As of midnight last night, Tim Keller officially become Albuquerque’s new mayor, having won a hotly contested Nov. 14 runoff election in a landslide over City Councilor Dan Lewis.
With the city facing serious challenges – a rising crime rate chief among them – Keller will need to hit the ground running. That he already has in place an experienced transition team – including a strong presence from his staff at the state Auditor’s Office – is a positive sign.
Keller himself has said his No. 1 goal will be to attack the crime rate. Last year, Albuquerque had the highest per-capita rate of auto theft in the nation, with more than 10,000 vehicles stolen. And the metro area is a key contributor to New Mexico having the highest per capita property crime rate in the nation in 2016 and the second-highest per capita rate of violent crime.
On top of those disturbing statistics, this week, the city posted its highest number of homicides since 1996.
So Keller’s appointment of Oriana Sandoval, chief executive officer at the Center for Civic Policy, to a newly created position of “deputy city attorney” to focus on immigrant rights protection, refugee affairs, environmental justice and civil rights, is baffling.
In every recent poll, Albuquerqueans have overwhelmingly called crime the major concern facing the city – not refugees or environmental justice. It’s unfortunate that one of the new mayor’s very first hires bolsters concerns raised by his opponents – that he would focus on a national progressive agenda vs. addressing local concerns.
But Keller has earned a reputation for being able to pull divergent interests together for the common good. He outlined an ambitious crime-reduction plan during the hard-hitting mayoral campaign that relies on cooperation and coordination with police agencies, the courts, the DA’s Office and social services. He has already met with District Attorney Raúl Torrez and they have announced efforts to coordinate resources and work together.

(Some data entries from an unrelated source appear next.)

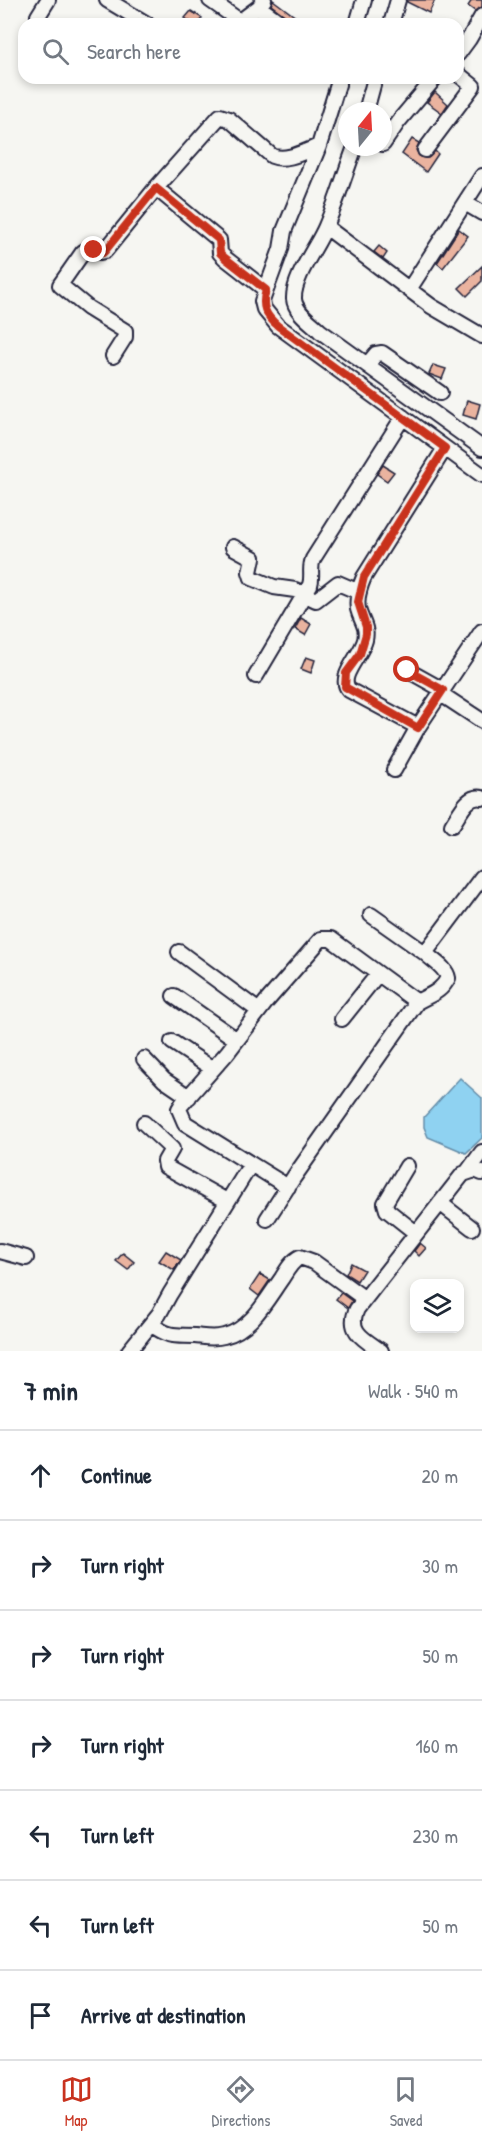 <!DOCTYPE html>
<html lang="en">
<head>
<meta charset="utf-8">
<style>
	body { margin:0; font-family:"Patrick Hand",sans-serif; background:#f2f2f3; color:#1f2937 }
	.controls { position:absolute; right:18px; bottom:18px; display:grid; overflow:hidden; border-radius:12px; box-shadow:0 3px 9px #0003 }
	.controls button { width:54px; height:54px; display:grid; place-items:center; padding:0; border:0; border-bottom:2px solid #e0e1e3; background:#fff; color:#1f2937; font:30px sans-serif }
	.compass { position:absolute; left:338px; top:102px; width:54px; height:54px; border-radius:50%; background:#fff; box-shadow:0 3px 9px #0003; rotate:18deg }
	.stop { position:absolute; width:18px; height:18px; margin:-14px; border:4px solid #c8321e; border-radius:50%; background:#fff }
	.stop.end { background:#c8321e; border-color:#fff; box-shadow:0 2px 6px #0008 }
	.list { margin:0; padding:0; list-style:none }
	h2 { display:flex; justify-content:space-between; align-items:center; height:78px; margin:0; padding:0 24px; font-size:26px }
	h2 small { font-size:20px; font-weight:400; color:#747a83 }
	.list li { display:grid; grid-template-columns:39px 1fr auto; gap:18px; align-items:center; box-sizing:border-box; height:90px; padding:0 24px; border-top:2px solid #e0e1e3 }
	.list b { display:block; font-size:22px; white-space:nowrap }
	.list em { font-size:20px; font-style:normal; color:#747a83 }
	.icon { flex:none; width:33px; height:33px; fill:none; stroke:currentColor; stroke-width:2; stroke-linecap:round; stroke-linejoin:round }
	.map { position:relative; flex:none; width:482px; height:1351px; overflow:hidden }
	.search { position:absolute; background:#fff; box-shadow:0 3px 9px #0003; left:18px; right:18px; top:18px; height:66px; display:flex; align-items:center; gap:15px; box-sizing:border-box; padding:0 21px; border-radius:18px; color:#747a83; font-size:22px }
	.sheet { height:708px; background:#fff }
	nav { display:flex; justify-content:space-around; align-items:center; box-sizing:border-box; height:84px; border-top:2px solid #e0e1e3; background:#fff; font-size:16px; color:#747a83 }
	nav a { display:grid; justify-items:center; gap:3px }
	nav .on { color:#c8321e }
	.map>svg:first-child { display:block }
	.water { fill:#8fd2f1; stroke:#638ca8; stroke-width:1.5 }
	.building { fill:#eab39f; stroke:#22223b; stroke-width:1.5 }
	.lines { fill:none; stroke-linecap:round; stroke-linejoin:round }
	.street-casing { stroke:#22223b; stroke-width:18 }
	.street { stroke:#f6f6f2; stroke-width:14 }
	.route { stroke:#c8321e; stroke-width:8 }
</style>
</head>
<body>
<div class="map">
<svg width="482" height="1351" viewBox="0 0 482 1351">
	<rect width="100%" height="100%" fill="#f6f6f2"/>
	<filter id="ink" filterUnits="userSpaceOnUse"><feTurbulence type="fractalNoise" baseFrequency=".0167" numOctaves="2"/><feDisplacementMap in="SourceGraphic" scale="12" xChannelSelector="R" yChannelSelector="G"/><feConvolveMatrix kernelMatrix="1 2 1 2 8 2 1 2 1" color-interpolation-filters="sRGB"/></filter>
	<g filter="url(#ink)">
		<path class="water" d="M460 1078 482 1098V1138L466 1153 428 1137 424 1127V1117Z"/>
		<path class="building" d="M273 0 297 18 293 24H291L287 17 271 5Z
			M407 0H435L429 13 407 2Z
			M472 0H482V7L475 11 468 6Z
			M191 11 202 18 198 24H194L185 18Z
			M435 92 448 104 442 113 427 102Z
			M412 139 419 143 416 150 420 157 428 158 435 151 438 154 426 172 402 154Z
			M459 229 468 236 443 268 437 263Z
			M379 246 387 253 383 259 374 252Z
			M482 266V281L467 296 459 288Z
			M433 365 446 369 442 379 429 374Z
			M467 400 480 404 476 419 463 415Z
			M383 465 394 472 387 481 377 474Z
			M301 618 311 624 305 635 295 629Z
			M306 657 315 660 311 673 301 669Z
			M420 1243 426 1248 419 1256 414 1251Z
			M166 1251 181 1260 174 1270 159 1261Z
			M123 1253 134 1262 128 1270 116 1261Z
			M351 1263 364 1270 357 1281 346 1274Z
			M260 1274 270 1280 259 1296 250 1289Z
			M341 1293 352 1301 348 1308 336 1299Z"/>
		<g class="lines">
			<g class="street-casing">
				<path id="street" d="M107 0 147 24
					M210 0 237 19 239 24
					M259 7 282 24
					M38 16 48 0
					M239 22 259 7 264 0
					M357 24 364 0
					M391 24 398 0
					M458 54 469 39 482 16
					M340 78 319 146 284 231 281 249 262 301 264 309 278 326 482 475
					M366 111 375 78
					M383 144 398 122 435 78
					M355 147C345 173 337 201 326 226 318 246 293 277 294 299 295 312 311 322 320 331L482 448
					M425 150 473 86 458 74
					M156 188 219 240 220 253 225 258 266 290
					M465 203 482 213
					M326 227 431 306 482 336
					M410 288 482 176
					M113 356 125 337V331L88 308 60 285 83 252 90 248 100 252 105 251 156 188 220 116 229 119 272 156C287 162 305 151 319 146
					M367 365 376 354 382 353 440 393
					M233 547 253 558 250 572 252 578 274 587 295 590 316 600 338 583 359 592
					M407 670 443 690
					M256 676 310 585C313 576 309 568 313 559L403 417
					M441 694 482 721
					M418 727 349 690C337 677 361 656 365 640 368 627 361 621 358 609 356 598 360 586 364 577L445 448
					M394 770 418 727 482 631
					M452 825C460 814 467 794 482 798
					M371 915 425 953
					M179 952 259 1011
					M174 996 237 1040
					M342 1019 378 974
					M172 1042 213 1069
					M144 1059 164 1080 189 1097
					M144 1123 172 1149 165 1161 166 1167 227 1201
					M407 1166 385 1203 387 1210 416 1233
					M468 1171 482 1152
					M288 1187 185 1123 179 1109 182 1104 227 1053 266 1002 321 939H331L417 1002
					M440 1203 472 1228
					M267 1219 294 1177 417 1002C431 994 441 992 448 978 446 967 433 961 425 953L482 877
					M0 1251 26 1258
					M152 1325C171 1338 174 1335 195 1336 205 1337 214 1339 224 1336 251 1330 267 1299 282 1278 287 1270 292 1261 300 1257L314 1262 365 1299
					M129 1351 159 1314 170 1294 251 1164
					M381 1351C365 1340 346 1331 357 1309L463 1174 475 1170 482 1173"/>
			</g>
			<use href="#street" class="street"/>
		</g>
	</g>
	<g class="lines" filter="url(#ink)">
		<path class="route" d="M94 250 103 253 105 251 156 188 219 240 220 253 225 258 266 290C261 306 265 315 278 326L445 448 364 577 358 602 366 627V634L360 654 346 673 345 687 418 728 443 690 407 670"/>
	</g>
</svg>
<div class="controls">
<button><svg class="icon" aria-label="layers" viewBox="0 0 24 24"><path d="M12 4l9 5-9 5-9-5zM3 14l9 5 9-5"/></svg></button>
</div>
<svg class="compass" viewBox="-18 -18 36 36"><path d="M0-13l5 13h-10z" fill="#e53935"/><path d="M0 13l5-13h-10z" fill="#747a83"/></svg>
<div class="stop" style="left:407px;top:670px"></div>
<div class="stop end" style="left:94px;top:250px"></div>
<div class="search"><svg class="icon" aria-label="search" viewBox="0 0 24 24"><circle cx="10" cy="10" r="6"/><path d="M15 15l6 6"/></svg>Search here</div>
</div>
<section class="sheet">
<h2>7 min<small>Walk · 540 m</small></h2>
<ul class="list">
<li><svg class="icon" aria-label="ahead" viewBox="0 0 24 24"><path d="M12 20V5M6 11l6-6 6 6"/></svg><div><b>Continue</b></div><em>20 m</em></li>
<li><svg class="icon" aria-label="right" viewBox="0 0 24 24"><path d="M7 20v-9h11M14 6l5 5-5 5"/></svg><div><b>Turn right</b></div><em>30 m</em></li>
<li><svg class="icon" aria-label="right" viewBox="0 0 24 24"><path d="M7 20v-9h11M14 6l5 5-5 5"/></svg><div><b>Turn right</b></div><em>50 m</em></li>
<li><svg class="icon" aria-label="right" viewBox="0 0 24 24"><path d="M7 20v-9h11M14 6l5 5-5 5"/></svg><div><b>Turn right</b></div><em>160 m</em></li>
<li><svg class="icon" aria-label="left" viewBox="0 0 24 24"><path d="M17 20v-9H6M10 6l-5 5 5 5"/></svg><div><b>Turn left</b></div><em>230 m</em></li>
<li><svg class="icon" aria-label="left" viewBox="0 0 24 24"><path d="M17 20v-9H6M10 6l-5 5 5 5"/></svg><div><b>Turn left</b></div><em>50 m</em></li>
<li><svg class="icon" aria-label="arrive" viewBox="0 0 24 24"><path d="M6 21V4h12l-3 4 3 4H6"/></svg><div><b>Arrive at destination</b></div></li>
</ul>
</section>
<nav>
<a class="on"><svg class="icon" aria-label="map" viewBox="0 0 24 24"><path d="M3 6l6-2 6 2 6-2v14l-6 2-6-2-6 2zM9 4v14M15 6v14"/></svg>Map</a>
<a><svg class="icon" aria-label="directions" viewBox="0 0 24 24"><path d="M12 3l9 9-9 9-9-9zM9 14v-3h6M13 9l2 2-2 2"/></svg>Directions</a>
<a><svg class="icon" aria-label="saved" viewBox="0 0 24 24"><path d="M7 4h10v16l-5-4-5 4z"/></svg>Saved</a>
</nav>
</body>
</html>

One of Keller’s biggest challenges will be putting enough qualified police officers on the street. Keller says he’ll be able to accomplish what his predecessor could not – grow and maintain the city’s roughly 850-officer department by at least 150. Critics question whether that new deputy city attorney position would have been more valuable as a position aimed at boosting officer-recruiting efforts.
Fortunately, Keller’s choice of Michael Geier as interim police chief is a strong one and is receiving high marks from many quarters, including the city’s police union.
Keller also has promised to focus resources on the city’s core Downtown area, provide after-school programs and improve the area’s job growth.
Welcome, Mayor Keller, to what promises to be a pivotal period for the Duke City.